The main impetus for the April trip was the then-imminent name change of the Totem Pole Trading post due to a reported sale.
I shot pictures of practically everything of even minor interest to me, like the odd windows in this structure.
The building that houses Pinga's Tortilla Flats at 14775 County Road 7100 (Route 66), may have an interesting history. The sign on Pinga's door read "Closed if'n we're gone."
Ahh...another trading post billboard. I'll admit to being a tourist trap junkie. The inner ten-year-old in me always wants to stop, and the adult caves in and lets him.
Besides, maybe I need a sword or a life-size animal.
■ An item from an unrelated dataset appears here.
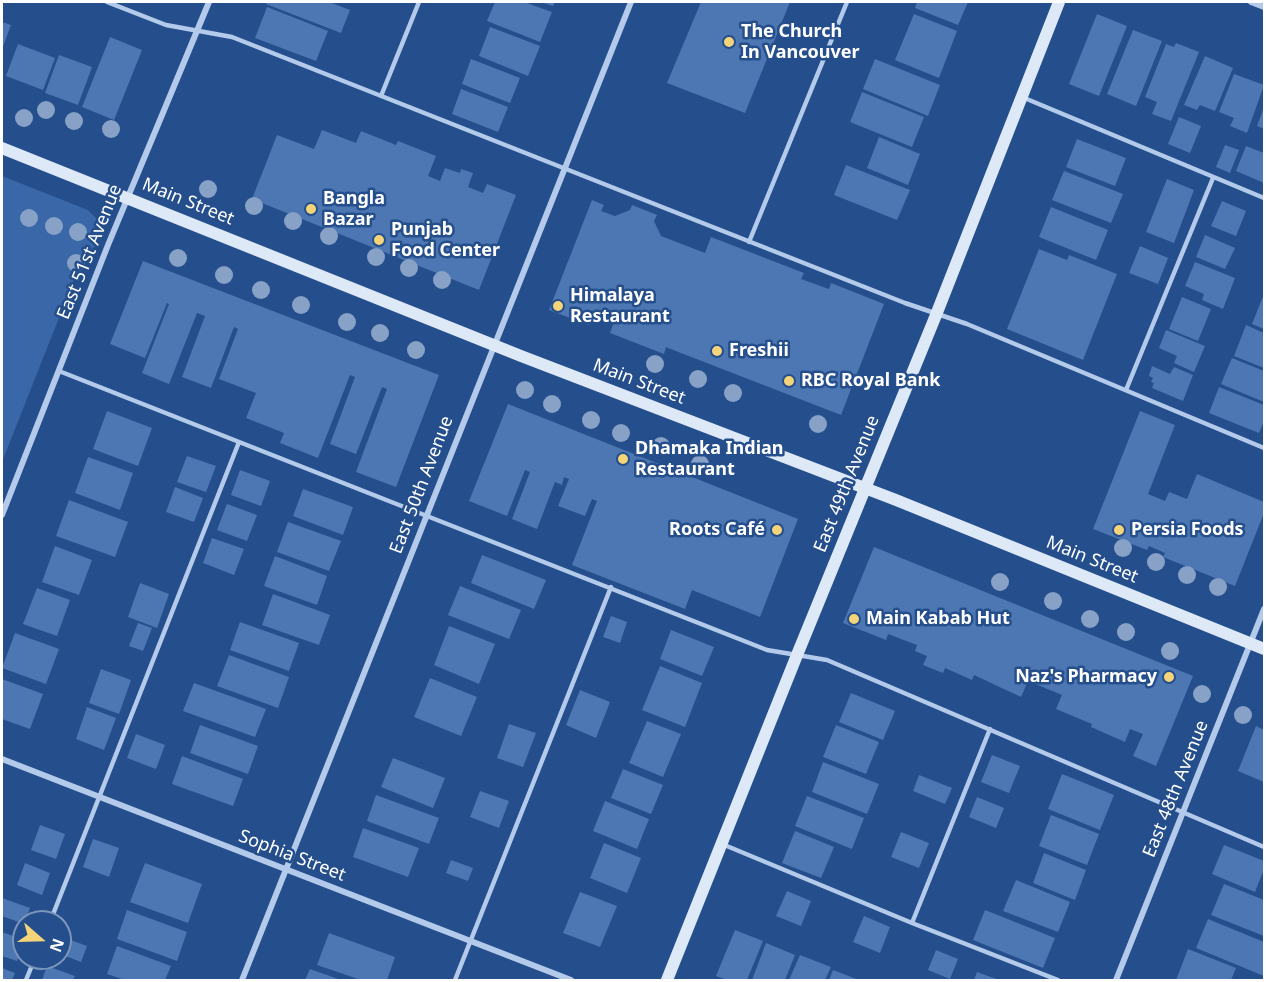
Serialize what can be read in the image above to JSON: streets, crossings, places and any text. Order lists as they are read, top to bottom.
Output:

But I wasn't expecting quite this kind of a trading post.
Wolfman's Trading Post, 13700 Martin Spring Outer Road, sells all sorts of sports collectibles.
And they have porn too! I always wondered what Betty Boop really did for a living. I'd better not let the inner ten-year-old see this.
There appears to be a small Route 66 mural back by the flea market part of the business.
Our motel for June 2 was Zeno's, 1621 Martin
I chose Zeno's because it is independently owned and had history. The front part of Zeno's is 50 years old; it was built in 1957.
This wood "Z" is on front of the lobby desk.
Musician Dennis Foster was playing as I peeked into Zeno's Lounge from the lobby. A few of the locals who came in to dinner seemed to be pleased by this.
Our room in the back building, added in 1973, overlooked a pastoral valley.
I imagine this would be a wonderful place to listen to cicadas, but we were too early in the year for that.
I've taken to photographing motel rooms if I can remember to do so before I've dumped my travel crap all over them (which takes about 30 sec). This place was neat and clean, by the way, and cost $52 with my AAA discount for two people.
Photographing motel rooms may be the most useful thing I do for fellow travelers. I know I'd certainly like to have photos of rooms that were shot by customers and not ad people before I make a reservation.
There was an odd little sort of seat at the end of the bathroom counter. I used it to set up the laptop so it wouldn't disturb my lovely significant other as she slept.
The rooms, at least the ones in our building, used these Ving card keys. (I altered the dot pattern in Photoshop so this one could not be forged.)
Zeno's Steak House, added to the building in 1959, is a slightly pricey but restful place to eat after a day on the road. It'd be a good date restaurant.
This is one of the chandeliers.
After we gave our dinner orders, I went outside to catch an Ozark scene - a flag against a misty evening backdrop, right at sunset.
The 20 oz Zeno's Pride steak at $24.95 was fine - not the meaty ambrosia of Oklahoma City's Cattleman's Cafe, but about on par with The Big Texan. Yeah, we like steak.
Mist gathered in the valley below the room.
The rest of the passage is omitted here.